Diesel fuel contains hydrocarbons, known as paraffin wax. When the paraffin wax in your fuel reaches 32 degrees, the wax will start to crystallize. At 15 degrees, it will start to solidify, clogging the tank and fuel filters. If a fuel filter is gelled, there is no repair remedy available, only a costly replacement.
When the weather turns unreasonably cold, make sure to leave the engine idling, when possible. Although this will limit your fuel efficiency, it will keep the fuel warm and prevent it from gelling. Additives and fuel treatments can be added to the fuel for the express purpose of preventing gelling and avoiding disaster when diesel problems occur in the winter. This is a better option, when possible, than idling because these additives were designed specifically for this purpose.
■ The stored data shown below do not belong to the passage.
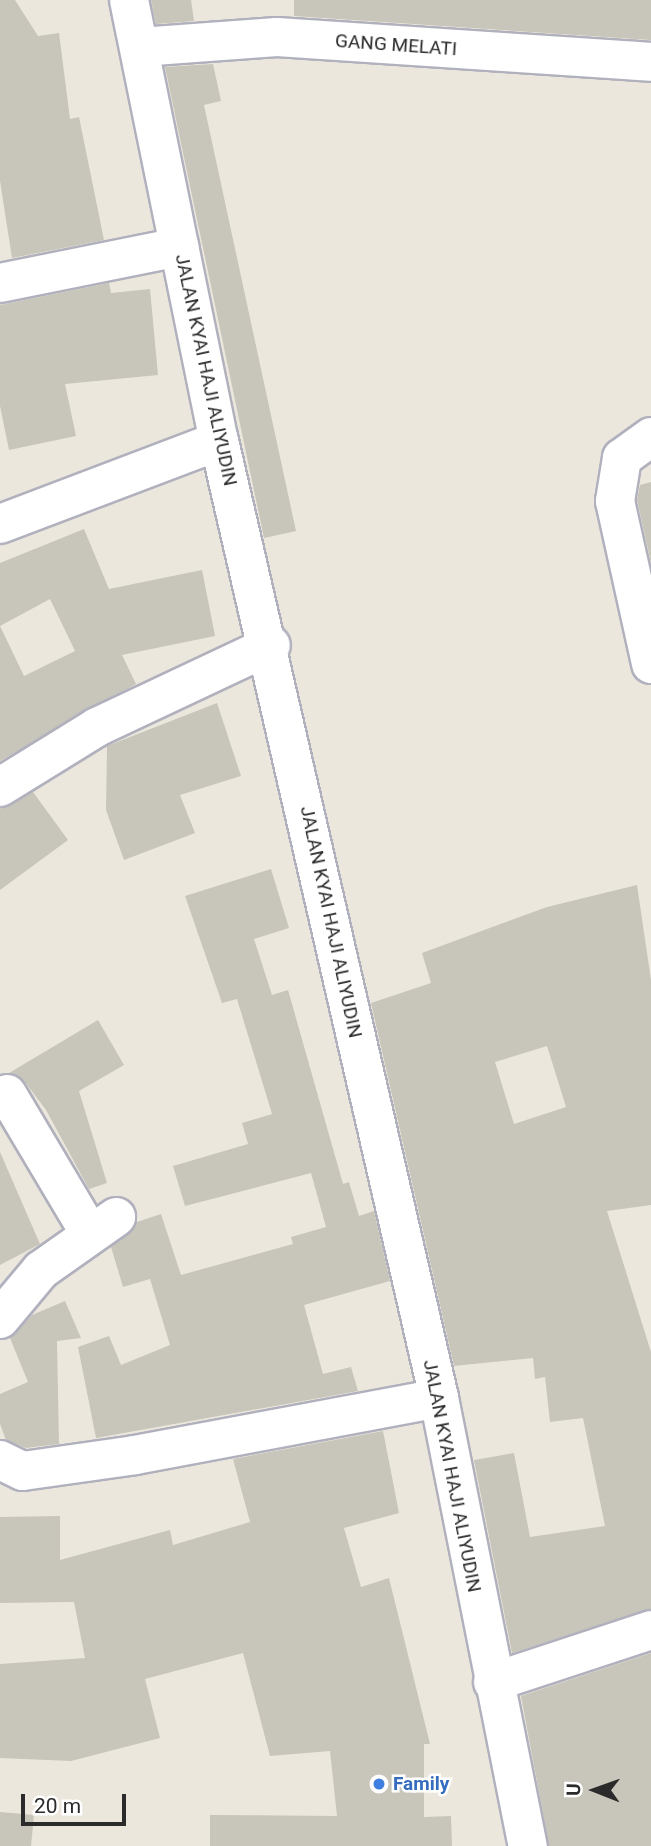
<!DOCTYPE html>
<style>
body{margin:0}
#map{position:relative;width:651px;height:1846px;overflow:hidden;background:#ece7dd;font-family:Roboto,sans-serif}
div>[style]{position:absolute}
.building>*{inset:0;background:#c8c5bb}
.roads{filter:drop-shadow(2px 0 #b1b1be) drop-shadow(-2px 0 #b1b1be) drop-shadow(0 2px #b1b1be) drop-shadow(0 -2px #b1b1be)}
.minor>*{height:38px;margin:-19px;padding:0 19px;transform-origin:19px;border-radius:19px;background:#fff}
.dots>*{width:19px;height:19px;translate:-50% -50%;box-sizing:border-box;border:4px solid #fff;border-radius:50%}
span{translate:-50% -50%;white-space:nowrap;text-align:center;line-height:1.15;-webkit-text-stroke:5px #fff;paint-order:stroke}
.street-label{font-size:19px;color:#2b2b2b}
.shop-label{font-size:19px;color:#366cbe;font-weight:700}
.left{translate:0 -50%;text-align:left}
.north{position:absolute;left:560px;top:1755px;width:70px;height:70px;-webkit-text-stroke:5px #fff;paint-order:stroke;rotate:271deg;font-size:19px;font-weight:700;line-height:28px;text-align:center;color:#2b2b2b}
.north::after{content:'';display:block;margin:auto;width:24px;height:32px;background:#2b2b2b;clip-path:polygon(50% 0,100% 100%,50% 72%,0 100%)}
.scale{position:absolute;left:21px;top:1794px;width:105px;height:32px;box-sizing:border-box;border:4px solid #2b2b2b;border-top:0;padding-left:9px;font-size:21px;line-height:24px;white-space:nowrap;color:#2b2b2b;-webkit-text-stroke:5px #fff;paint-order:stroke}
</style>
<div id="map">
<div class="building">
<div style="clip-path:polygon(0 0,15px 0,38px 36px,59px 33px,70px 119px,79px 117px,104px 240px,12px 258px,0 181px)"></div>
<div style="clip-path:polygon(151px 0,191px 0,194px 21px,156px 24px)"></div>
<div style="clip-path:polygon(294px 0,651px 0,651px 40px,294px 16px)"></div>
<div style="clip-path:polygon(213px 64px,221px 101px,204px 105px,296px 531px,264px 538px,165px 67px)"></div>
<div style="clip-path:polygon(109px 283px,111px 293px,150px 289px,158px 375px,65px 384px,76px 436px,9px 450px,0 406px,0 305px)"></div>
<div style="clip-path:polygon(651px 482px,651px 563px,637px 500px,640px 485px)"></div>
<div style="clip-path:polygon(84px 529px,109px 589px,202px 570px,215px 636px,122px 655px,136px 684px,0 761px,0 626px,24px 676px,75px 651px,50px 599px,0 626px,0 563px)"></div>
<div style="clip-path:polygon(217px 703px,241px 776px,180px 795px,195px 833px,124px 860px,106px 810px,107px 746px)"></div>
<div style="clip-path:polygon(33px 792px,68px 840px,0 890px,0 809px)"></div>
<div style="clip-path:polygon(271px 869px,289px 928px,254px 939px,272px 995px,288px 990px,343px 1184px,349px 1182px,359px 1216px,374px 1211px,390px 1281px,304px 1305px,323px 1374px,351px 1367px,358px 1391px,96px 1438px,78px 1347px,109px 1336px,121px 1365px,170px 1345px,150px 1279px,123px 1287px,111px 1247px,137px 1222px,161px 1214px,181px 1275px,293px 1244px,291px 1237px,326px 1227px,311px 1173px,185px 1206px,173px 1166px,248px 1144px,242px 1123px,272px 1114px,237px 999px,222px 1003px,185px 896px)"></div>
<div style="clip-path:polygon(evenodd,637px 885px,651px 980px,651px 1205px,607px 1211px,651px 1352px,651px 1609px,512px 1653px,474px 1460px,514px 1453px,530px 1537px,605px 1526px,583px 1418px,550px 1422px,545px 1377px,535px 1379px,533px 1358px,454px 1366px,371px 1003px,431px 983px,422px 953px,547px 907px,637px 885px,547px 1046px,566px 1107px,514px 1124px,495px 1062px,547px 1046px)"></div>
<div style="clip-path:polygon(98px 1020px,124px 1065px,79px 1091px,107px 1183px,89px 1189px,46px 1110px,25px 1082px,9px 1073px)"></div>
<div style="clip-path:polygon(0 1152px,40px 1244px,0 1265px)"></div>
<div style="clip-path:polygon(65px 1301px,81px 1338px,57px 1341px,59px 1444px,26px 1448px,6px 1440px,0 1424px,0 1394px,28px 1382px,10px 1338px,32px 1315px)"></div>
<div style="clip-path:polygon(383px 1431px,399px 1513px,344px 1528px,361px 1587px,389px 1578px,430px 1744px,424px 1744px,424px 1817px,451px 1816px,452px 1846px,210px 1846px,210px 1815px,337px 1816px,330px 1751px,270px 1756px,243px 1653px,145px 1679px,160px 1738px,71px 1761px,0 1758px,0 1664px,85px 1658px,74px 1602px,0 1603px,0 1517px,60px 1516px,60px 1560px,170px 1530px,173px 1545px,250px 1522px,233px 1459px)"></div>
<div style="clip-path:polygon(651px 1653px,651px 1846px,549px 1846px,521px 1696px)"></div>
<div style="clip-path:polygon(0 1812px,34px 1815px,31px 1846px,0 1846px)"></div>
</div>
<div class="roads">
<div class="minor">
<div style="left:129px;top:0;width:450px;rotate:78.5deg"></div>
<div style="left:219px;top:441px;width:982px;rotate:77.05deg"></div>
<div style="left:439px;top:1398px;width:457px;rotate:78.8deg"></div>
<div style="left:140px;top:47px;width:137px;rotate:-4.2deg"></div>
<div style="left:277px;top:37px;width:375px;rotate:3.8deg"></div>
<div style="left:0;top:283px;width:183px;rotate:-11.4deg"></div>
<div style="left:651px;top:437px;width:36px;rotate:144deg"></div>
<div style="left:622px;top:458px;width:44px;rotate:99.2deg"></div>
<div style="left:615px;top:501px;width:167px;rotate:77.5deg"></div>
<div style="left:0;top:524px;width:234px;rotate:-20.8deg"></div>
<div style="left:0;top:787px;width:114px;rotate:-31.7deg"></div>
<div style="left:97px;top:727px;width:192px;rotate:-25.2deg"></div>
<div style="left:7px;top:1094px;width:163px;rotate:59.3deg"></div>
<div style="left:0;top:1319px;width:64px;rotate:-50.1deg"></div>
<div style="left:41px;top:1270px;width:92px;rotate:-35.2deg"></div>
<div style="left:0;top:1460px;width:25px;rotate:26deg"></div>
<div style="left:23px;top:1471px;width:113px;rotate:-8.1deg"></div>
<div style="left:135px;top:1455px;width:309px;rotate:-10.6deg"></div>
<div style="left:493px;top:1682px;width:166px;rotate:-18.2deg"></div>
</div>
</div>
<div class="dots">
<div style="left:379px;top:1784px;background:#3f7fe0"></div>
</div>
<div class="street-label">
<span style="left:396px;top:45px;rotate:4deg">GANG MELATI</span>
<span style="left:206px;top:370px;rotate:78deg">JALAN KYAI HAJI ALIYUDIN</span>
<span style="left:331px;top:922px;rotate:78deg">JALAN KYAI HAJI ALIYUDIN</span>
<span style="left:452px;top:1476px;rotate:79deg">JALAN KYAI HAJI ALIYUDIN</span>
</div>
<div class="shop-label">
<span class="left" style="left:393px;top:1784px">Family</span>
</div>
<div class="north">U</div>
<div class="scale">20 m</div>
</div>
Keep in mind that most fuels reach their cloud point “between 20 degrees F and -18 degrees F. Make sure to use an all-season additive or one that’s specifically designed to shine in cold climates.” (Diesel Tech).
Make sure to have an anti-gel on hand in your vehicle during the winter months. Most anti-gels will work even if the fuel in your vehicle has completely gelled. You simply have to pour the gel into your fuel take and wait a few hours for it to do its job.